■ Your task: Among the entries, which lines carry the string "Калинина"? Copy each of them.

Dataset excerpts
# # #
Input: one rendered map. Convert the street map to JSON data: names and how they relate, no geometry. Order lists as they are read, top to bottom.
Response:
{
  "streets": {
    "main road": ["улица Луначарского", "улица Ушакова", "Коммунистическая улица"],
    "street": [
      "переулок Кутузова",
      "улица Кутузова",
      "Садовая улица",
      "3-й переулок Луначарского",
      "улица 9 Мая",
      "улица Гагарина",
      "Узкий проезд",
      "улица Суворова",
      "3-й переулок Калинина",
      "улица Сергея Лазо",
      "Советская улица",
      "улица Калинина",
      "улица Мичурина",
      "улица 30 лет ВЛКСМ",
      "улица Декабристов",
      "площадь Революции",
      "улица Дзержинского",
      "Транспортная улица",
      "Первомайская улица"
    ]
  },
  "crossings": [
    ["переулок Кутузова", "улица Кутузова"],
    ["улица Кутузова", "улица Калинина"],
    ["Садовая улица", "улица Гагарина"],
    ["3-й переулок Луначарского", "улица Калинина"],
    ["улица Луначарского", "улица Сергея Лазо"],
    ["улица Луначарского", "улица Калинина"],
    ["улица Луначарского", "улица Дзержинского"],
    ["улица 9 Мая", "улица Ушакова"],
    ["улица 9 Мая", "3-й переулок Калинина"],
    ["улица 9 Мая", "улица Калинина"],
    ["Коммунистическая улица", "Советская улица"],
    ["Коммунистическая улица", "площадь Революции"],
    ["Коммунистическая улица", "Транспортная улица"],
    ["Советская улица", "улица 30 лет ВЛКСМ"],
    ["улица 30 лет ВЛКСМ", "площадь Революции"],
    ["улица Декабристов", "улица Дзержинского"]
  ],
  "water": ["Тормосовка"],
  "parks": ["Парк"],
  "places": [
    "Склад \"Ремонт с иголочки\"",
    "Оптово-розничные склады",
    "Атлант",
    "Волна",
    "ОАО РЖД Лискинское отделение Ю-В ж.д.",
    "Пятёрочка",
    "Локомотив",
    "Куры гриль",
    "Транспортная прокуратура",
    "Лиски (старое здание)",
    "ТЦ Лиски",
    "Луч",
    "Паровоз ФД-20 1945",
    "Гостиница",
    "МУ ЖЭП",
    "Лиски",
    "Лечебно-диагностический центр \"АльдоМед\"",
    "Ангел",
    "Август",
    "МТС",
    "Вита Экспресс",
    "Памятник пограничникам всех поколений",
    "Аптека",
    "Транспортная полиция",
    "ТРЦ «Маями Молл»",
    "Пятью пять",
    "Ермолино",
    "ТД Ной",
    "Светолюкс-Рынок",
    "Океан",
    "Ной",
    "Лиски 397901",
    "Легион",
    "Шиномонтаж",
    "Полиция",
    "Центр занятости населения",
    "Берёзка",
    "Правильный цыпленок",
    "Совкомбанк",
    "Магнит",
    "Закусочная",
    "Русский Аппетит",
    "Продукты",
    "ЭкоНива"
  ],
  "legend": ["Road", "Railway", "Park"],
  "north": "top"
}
# # #
■ Answer to the exercise:
      "3-й переулок Калинина",
      "улица Калинина",
    ["улица Кутузова", "улица Калинина"],
    ["3-й переулок Луначарского", "улица Калинина"],
    ["улица Луначарского", "улица Калинина"],
    ["улица 9 Мая", "3-й переулок Калинина"],
    ["улица 9 Мая", "улица Калинина"],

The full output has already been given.